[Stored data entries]
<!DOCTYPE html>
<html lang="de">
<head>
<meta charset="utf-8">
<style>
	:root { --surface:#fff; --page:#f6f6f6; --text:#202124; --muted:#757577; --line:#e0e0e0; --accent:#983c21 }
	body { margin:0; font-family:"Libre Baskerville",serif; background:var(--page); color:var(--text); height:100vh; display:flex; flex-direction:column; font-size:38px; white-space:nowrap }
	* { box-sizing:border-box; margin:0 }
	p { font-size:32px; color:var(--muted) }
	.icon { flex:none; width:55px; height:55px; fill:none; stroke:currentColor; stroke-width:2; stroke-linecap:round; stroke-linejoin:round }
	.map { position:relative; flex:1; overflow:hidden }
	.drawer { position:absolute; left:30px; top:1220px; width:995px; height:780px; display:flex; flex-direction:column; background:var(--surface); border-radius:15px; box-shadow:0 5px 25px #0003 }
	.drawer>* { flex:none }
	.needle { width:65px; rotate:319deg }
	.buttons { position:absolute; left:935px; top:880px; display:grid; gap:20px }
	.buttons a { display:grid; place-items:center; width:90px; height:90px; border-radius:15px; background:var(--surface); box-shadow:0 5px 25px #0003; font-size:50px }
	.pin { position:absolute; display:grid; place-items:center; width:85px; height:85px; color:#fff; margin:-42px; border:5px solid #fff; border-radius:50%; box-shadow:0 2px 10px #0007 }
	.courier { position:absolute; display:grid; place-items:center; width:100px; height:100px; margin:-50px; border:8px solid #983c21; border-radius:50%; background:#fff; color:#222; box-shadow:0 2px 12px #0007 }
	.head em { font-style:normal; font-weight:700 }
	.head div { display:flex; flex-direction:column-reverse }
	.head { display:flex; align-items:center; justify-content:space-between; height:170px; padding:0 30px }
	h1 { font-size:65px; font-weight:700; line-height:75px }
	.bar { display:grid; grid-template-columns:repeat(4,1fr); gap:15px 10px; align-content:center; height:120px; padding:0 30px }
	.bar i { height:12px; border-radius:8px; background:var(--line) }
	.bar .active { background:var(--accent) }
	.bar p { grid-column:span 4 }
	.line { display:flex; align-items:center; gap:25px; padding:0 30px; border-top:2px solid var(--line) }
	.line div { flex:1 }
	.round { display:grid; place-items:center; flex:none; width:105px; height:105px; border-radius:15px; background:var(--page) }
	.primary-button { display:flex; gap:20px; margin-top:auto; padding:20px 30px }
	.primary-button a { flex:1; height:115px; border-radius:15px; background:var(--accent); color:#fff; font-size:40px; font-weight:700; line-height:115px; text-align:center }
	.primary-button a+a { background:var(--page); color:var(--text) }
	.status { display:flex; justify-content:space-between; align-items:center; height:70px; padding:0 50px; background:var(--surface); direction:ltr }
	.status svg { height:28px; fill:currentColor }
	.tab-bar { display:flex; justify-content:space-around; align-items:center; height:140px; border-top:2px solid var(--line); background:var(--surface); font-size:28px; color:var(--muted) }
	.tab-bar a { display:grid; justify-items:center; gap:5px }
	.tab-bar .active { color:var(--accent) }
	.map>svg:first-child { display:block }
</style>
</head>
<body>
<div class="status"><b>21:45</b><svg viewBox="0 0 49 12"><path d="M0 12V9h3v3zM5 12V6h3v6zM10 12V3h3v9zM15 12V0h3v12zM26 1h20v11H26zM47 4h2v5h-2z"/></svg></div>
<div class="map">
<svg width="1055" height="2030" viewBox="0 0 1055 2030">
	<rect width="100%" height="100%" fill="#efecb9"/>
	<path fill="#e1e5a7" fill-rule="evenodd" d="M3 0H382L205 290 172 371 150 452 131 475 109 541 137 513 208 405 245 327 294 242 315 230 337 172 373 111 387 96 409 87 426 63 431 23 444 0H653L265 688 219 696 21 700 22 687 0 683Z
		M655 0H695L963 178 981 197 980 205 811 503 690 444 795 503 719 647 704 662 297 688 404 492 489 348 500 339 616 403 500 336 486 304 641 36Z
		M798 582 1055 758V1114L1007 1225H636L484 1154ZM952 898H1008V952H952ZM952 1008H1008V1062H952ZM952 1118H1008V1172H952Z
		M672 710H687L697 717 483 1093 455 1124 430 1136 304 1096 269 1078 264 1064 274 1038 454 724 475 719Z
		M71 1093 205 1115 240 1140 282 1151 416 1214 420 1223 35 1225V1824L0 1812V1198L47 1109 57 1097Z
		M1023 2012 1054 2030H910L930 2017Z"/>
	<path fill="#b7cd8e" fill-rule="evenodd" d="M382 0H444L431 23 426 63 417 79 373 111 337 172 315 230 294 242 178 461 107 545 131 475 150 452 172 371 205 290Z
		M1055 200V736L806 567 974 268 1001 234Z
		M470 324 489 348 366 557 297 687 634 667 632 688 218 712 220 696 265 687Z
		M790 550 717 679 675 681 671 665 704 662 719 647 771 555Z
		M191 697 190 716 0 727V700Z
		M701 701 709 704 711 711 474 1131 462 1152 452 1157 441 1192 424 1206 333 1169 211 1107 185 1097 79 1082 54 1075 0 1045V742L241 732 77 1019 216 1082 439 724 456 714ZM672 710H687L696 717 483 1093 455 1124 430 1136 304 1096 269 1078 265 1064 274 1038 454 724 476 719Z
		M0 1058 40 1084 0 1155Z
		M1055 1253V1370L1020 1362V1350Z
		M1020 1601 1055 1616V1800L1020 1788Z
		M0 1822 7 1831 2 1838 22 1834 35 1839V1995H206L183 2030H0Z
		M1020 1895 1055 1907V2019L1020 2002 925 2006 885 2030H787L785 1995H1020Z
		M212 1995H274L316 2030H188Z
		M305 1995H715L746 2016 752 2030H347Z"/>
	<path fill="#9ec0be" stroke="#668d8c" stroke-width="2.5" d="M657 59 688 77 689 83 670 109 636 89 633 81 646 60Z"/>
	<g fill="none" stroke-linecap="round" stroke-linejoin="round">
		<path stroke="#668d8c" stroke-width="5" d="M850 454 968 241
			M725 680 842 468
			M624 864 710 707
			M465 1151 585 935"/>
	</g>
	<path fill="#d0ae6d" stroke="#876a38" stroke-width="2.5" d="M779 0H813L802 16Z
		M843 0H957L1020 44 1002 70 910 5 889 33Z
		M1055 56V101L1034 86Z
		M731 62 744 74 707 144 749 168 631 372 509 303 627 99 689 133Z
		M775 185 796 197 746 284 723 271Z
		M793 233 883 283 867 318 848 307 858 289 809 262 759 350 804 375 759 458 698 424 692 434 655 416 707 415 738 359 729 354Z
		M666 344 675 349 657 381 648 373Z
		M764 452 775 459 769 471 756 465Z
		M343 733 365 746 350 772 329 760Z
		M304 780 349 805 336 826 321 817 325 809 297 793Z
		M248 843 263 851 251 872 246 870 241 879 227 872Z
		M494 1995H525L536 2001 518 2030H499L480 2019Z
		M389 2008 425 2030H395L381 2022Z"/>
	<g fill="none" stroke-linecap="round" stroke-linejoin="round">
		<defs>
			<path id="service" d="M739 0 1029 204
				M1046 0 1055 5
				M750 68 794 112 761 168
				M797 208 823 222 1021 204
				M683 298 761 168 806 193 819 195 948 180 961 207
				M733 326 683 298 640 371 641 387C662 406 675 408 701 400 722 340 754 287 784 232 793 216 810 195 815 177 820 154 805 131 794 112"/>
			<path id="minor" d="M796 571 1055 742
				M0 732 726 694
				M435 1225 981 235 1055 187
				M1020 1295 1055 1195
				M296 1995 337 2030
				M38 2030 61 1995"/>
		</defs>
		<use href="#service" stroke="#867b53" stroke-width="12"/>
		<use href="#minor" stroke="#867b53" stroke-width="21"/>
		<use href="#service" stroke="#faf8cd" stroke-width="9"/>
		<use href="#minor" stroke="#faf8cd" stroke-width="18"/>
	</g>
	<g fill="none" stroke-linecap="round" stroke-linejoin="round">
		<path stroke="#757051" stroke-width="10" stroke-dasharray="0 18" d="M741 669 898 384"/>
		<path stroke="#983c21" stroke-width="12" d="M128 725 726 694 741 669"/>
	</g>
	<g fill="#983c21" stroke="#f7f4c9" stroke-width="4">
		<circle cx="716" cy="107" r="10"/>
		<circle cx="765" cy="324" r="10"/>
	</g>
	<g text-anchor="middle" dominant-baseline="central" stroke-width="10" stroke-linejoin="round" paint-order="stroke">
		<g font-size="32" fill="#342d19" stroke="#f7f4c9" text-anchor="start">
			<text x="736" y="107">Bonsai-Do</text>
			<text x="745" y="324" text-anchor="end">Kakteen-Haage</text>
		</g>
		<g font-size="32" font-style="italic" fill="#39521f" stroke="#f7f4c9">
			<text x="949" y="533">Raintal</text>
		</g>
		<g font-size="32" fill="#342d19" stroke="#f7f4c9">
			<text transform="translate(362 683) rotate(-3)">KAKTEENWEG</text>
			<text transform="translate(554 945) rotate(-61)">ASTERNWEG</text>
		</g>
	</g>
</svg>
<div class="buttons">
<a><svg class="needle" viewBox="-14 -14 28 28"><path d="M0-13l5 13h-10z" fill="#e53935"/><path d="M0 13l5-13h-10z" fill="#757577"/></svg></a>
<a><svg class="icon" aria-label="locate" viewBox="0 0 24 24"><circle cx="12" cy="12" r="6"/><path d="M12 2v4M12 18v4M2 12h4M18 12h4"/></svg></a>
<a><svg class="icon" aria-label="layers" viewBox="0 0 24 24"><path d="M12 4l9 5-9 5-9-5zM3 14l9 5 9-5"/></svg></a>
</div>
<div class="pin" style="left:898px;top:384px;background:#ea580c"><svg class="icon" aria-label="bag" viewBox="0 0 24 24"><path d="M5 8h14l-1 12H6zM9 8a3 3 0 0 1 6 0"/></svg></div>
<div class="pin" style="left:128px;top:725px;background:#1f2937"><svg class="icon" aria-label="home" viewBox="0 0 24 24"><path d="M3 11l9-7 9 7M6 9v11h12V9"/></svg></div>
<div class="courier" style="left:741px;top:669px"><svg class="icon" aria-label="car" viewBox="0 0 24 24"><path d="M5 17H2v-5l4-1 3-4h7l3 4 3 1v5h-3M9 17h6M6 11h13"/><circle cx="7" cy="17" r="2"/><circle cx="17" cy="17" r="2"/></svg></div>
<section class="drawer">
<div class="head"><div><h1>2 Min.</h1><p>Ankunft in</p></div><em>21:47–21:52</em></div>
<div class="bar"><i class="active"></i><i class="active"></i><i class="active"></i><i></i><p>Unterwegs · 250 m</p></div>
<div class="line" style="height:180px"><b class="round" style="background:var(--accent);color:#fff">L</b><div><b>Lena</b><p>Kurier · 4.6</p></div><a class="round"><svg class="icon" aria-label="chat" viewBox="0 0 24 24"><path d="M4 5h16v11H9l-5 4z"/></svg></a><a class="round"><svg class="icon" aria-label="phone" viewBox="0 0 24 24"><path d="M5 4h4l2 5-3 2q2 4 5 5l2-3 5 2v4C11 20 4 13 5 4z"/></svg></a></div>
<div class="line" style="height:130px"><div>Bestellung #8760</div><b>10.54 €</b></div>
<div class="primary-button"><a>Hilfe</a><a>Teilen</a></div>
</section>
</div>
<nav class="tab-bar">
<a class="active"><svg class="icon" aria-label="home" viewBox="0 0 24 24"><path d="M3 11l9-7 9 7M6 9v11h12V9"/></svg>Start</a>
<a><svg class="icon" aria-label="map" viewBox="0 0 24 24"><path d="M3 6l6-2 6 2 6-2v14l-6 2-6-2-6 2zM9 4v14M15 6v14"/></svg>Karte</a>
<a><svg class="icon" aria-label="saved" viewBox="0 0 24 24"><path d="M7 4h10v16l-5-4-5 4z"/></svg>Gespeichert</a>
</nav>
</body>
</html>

GOAL OF THE EXERCISE – Only the lines above starting at the line that holds "M790 550 717" and ending at the line that holds "M435 1225 981 235 1055 187" are to be repeated, exactly and in full.

TASK SOLUTION –
		M790 550 717 679 675 681 671 665 704 662 719 647 771 555Z
		M191 697 190 716 0 727V700Z
		M701 701 709 704 711 711 474 1131 462 1152 452 1157 441 1192 424 1206 333 1169 211 1107 185 1097 79 1082 54 1075 0 1045V742L241 732 77 1019 216 1082 439 724 456 714ZM672 710H687L696 717 483 1093 455 1124 430 1136 304 1096 269 1078 265 1064 274 1038 454 724 476 719Z
		M0 1058 40 1084 0 1155Z
		M1055 1253V1370L1020 1362V1350Z
		M1020 1601 1055 1616V1800L1020 1788Z
		M0 1822 7 1831 2 1838 22 1834 35 1839V1995H206L183 2030H0Z
		M1020 1895 1055 1907V2019L1020 2002 925 2006 885 2030H787L785 1995H1020Z
		M212 1995H274L316 2030H188Z
		M305 1995H715L746 2016 752 2030H347Z"/>
	<path fill="#9ec0be" stroke="#668d8c" stroke-width="2.5" d="M657 59 688 77 689 83 670 109 636 89 633 81 646 60Z"/>
	<g fill="none" stroke-linecap="round" stroke-linejoin="round">
		<path stroke="#668d8c" stroke-width="5" d="M850 454 968 241
			M725 680 842 468
			M624 864 710 707
			M465 1151 585 935"/>
	</g>
	<path fill="#d0ae6d" stroke="#876a38" stroke-width="2.5" d="M779 0H813L802 16Z
		M843 0H957L1020 44 1002 70 910 5 889 33Z
		M1055 56V101L1034 86Z
		M731 62 744 74 707 144 749 168 631 372 509 303 627 99 689 133Z
		M775 185 796 197 746 284 723 271Z
		M793 233 883 283 867 318 848 307 858 289 809 262 759 350 804 375 759 458 698 424 692 434 655 416 707 415 738 359 729 354Z
		M666 344 675 349 657 381 648 373Z
		M764 452 775 459 769 471 756 465Z
		M343 733 365 746 350 772 329 760Z
		M304 780 349 805 336 826 321 817 325 809 297 793Z
		M248 843 263 851 251 872 246 870 241 879 227 872Z
		M494 1995H525L536 2001 518 2030H499L480 2019Z
		M389 2008 425 2030H395L381 2022Z"/>
	<g fill="none" stroke-linecap="round" stroke-linejoin="round">
		<defs>
			<path id="service" d="M739 0 1029 204
				M1046 0 1055 5
				M750 68 794 112 761 168
				M797 208 823 222 1021 204
				M683 298 761 168 806 193 819 195 948 180 961 207
				M733 326 683 298 640 371 641 387C662 406 675 408 701 400 722 340 754 287 784 232 793 216 810 195 815 177 820 154 805 131 794 112"/>
			<path id="minor" d="M796 571 1055 742
				M0 732 726 694
				M435 1225 981 235 1055 187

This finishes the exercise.